Excellent article! I’ve read a lot about web-usability, but as a rule of thumb, blue underligned hyperlinks were always considered tabu when speaking of change.
Your ideas have great merit, although I wouldn’t personally lengthen the text artificially by increasing the space between characters. It doesn’t ‘feel’ right.

However, the technique you described with the border-bottom property is brilliant. Sometimes I wonder why such simple ideas haven’t already occurred sooner, ha, ha, ha… Kudos for that!
I’m really pondering it and I think I’ll implement on my sites, too. Thank you!

Angelica Costa

July 12th, 2013

Very awesome advice. I am definetely re-think my link strategies.

Tim

July 12th, 2013

Interesting that the links on this page don’t really look like links. They look like regular text. To someone that has difficulty seeing the color blue, this is especially true. In addition, the blue you are using is pretty dark.
Don’t you think the links on this site should at least have underlines?

Alex

July 12th, 2013

Thanks for the in-depth guide.

Arshad

July 12th, 2013

‘Study in link readability’ (mentioned in this article-PDF) is a great source for designers and also please read “2.1 Colors and Wavelengths” in that PDF; useful, interesting, etc.

Thanks John.

Sreejesh

July 12th, 2013

Amazing. I never thought links needs so much attention like this. Thanks for sharing it.

Douglas

July 12th, 2013

Great ideas, I find that making the link bolder and only having the underline display on mouseover works well, but then again I rarely make links blue, so what do I know.

Also, pay attention to the :active pseudo class, you can really make your link more user friendly by changing to a lighter shade when it is being clicked.

John Macpherson

July 13th, 2013

@Joe Thanks for that tip. My personal preference is to have a different coloured (UK spelling) underline but i never knew if you left it then it inherited. Thanks!

@tim The links on this site show as an underline for me.

Thanks for the other comments, i certainly learned a lot writing this article and hope i can do another here soon.

Jesper

July 13th, 2013

Thanks for posting this great article! I particularly like the idea of using border-bottom. However…
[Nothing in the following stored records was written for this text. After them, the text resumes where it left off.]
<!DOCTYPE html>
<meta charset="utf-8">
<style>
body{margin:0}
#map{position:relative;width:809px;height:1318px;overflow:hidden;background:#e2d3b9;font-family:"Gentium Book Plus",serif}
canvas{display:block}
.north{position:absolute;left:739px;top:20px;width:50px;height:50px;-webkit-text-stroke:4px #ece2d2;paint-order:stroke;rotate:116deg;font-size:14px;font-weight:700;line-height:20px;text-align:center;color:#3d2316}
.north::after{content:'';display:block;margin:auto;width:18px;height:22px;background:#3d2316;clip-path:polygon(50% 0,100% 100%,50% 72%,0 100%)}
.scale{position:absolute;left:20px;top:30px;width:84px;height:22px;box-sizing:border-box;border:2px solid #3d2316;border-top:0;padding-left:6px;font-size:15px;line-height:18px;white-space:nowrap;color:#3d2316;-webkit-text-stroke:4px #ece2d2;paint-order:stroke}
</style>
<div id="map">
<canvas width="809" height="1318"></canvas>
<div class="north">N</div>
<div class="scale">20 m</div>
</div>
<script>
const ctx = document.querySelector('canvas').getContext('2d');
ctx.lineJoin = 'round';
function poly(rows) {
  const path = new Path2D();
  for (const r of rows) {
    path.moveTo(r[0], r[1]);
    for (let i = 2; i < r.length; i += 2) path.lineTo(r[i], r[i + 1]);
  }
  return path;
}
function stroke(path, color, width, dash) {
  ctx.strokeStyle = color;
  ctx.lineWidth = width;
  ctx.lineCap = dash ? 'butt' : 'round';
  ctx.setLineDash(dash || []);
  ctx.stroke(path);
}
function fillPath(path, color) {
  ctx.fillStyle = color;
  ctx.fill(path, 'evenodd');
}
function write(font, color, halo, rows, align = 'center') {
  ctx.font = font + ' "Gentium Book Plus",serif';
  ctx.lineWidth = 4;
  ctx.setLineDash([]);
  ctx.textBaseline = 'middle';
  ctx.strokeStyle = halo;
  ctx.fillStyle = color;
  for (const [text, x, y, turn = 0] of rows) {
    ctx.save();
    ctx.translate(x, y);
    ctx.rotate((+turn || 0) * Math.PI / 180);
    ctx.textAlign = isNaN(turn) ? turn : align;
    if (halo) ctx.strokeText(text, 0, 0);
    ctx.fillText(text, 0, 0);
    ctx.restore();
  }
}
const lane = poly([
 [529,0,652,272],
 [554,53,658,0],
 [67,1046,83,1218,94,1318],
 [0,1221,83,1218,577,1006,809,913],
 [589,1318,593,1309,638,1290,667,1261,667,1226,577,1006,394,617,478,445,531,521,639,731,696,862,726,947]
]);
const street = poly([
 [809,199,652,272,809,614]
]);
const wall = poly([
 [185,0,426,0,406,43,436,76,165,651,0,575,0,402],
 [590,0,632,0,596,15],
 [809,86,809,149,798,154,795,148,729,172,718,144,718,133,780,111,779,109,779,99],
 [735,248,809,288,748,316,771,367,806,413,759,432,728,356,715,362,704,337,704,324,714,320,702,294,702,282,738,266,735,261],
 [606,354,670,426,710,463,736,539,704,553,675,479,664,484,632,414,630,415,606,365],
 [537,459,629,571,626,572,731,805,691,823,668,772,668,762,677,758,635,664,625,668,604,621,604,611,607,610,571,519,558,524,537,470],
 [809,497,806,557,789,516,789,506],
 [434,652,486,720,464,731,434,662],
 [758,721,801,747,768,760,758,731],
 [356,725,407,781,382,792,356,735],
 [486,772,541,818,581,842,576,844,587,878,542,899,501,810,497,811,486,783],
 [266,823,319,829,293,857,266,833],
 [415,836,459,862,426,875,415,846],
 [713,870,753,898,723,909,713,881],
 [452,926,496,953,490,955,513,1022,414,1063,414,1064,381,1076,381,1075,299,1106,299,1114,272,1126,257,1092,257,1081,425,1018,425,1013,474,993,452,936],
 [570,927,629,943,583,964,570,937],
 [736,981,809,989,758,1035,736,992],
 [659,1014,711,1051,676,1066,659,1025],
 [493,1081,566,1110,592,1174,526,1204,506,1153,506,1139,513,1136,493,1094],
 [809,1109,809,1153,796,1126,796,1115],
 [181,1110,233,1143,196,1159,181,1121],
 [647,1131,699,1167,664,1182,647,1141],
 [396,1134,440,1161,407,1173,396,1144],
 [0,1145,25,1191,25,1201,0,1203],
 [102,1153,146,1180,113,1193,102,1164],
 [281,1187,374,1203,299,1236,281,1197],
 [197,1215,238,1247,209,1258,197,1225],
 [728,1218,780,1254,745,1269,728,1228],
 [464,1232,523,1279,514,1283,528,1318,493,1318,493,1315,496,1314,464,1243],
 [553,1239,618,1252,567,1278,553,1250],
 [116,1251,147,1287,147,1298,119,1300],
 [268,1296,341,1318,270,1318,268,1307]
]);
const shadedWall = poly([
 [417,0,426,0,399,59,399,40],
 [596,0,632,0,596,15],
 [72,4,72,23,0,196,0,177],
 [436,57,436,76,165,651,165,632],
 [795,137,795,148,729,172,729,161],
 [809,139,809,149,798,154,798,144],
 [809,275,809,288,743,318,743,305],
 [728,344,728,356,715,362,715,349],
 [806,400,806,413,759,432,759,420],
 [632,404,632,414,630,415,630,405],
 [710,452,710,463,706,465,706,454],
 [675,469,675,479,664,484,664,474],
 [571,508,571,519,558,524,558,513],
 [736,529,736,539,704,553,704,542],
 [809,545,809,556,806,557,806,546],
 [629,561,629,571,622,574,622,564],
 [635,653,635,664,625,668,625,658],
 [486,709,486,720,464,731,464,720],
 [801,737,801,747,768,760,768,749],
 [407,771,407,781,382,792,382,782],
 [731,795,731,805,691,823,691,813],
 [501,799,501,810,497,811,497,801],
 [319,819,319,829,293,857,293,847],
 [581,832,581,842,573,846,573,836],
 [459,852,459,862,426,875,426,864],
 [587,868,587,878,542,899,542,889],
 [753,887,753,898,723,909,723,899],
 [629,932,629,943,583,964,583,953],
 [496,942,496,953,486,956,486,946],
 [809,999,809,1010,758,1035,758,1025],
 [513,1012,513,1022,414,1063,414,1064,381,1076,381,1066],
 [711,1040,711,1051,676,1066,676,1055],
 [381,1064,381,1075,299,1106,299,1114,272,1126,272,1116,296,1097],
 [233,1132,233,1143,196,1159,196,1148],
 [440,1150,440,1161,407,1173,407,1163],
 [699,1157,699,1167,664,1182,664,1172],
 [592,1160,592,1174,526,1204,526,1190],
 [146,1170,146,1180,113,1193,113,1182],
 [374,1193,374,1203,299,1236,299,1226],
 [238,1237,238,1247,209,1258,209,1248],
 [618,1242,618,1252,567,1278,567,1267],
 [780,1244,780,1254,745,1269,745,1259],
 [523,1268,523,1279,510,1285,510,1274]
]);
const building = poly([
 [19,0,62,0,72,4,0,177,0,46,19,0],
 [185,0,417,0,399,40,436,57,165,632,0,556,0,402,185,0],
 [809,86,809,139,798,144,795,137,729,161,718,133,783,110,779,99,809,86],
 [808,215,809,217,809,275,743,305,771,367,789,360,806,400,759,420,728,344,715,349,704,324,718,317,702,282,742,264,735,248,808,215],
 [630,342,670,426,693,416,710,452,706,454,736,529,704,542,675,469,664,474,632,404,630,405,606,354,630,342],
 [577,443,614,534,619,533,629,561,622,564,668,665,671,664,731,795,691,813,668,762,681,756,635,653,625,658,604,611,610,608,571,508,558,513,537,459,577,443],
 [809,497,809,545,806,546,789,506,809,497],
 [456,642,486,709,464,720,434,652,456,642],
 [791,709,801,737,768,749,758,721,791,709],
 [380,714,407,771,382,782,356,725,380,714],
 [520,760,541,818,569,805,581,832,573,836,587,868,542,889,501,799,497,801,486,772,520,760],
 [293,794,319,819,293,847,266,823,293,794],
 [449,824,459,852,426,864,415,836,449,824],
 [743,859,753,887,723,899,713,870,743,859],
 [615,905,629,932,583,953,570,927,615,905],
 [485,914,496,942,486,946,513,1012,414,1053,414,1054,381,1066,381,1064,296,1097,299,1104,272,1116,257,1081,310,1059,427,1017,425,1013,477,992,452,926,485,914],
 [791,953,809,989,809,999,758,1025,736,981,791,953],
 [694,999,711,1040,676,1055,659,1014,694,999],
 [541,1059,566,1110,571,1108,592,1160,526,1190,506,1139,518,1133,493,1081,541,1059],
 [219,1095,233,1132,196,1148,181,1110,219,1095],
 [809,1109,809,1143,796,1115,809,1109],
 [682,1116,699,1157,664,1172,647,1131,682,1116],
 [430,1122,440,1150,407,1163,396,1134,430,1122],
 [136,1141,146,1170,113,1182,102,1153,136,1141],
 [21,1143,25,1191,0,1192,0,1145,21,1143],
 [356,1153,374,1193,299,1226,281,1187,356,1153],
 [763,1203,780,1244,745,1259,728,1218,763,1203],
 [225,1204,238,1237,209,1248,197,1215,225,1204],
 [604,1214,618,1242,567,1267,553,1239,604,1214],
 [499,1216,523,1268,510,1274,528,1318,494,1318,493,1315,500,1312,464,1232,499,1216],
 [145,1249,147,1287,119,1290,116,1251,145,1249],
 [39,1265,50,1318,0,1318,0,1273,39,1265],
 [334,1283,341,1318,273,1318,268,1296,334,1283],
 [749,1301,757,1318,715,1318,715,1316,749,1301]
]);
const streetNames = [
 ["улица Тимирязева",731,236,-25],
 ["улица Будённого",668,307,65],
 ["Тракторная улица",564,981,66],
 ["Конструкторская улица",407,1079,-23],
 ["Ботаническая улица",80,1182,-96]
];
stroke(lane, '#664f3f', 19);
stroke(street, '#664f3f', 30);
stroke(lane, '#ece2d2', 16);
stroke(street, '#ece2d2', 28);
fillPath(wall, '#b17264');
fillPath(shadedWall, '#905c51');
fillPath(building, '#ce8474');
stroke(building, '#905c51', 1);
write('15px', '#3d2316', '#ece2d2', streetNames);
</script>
When an image is placed inside an anchor with a border-bottom, I can’t figure out how to remove the border-bottom from the image link. Can anyone come up with a way to remove the border-bottom from the anchor, when the anchor contains an image (without using JavaScript :-)?

Anthea Cossette

July 13th, 2013

Agree 100% with this statement:
“Hyperlinks should appear interactable…As web designers, we like to innovate and experiment with different navigation techniques, but sticking with certain design conventions is important.”
Great article!

Justin

July 14th, 2013

Thanks for sharing this John, I had no idea you were going to make hyperlinks look a little better than they usually are, I’m going to implement this technique into my blogs posts. Thanks!

Jacob Gube

July 15th, 2013

@Jesper: Try:

a img { border:0; }

If that doesn’t work:

a img { border-bottom:0; }

If that doesn’t work, send me a link that shows the issue so I can study it.

Tim

July 15th, 2013

@John Macpherson They were not for me when I made my comment. Someone must have updated the CSS after I commented.

Geoff

July 15th, 2013

@jacob: That only removes the border on the img element not the anchor?

Yuna

July 16th, 2013

John,

Great article, I’ve used this technique a lot in the past. One word of caution, older browsers (example IE7, blergh) don’t always go well with border-bottom. If you still need to support those, test it well. (display: inline-block will do the trick actually.)

Alan Smith

July 16th, 2013

As per me hyperlink(landing page) should contain informative content as per text on which we give hyperlink.

Lars Faye

July 17th, 2013

@Jacob, that wouldn’t work, as the border is being applied to the anchor element, not the image element. CSS does not have a way to target something like “image with anchor around it”, since that is the reverse of the cascade. I had this same issue with a client wanting a background color on every link upon hover.

One fix is to apply an additional class to the anchors that contain images, such as

a.image-link {border:none}

To make it dynamic though, I had to use JS.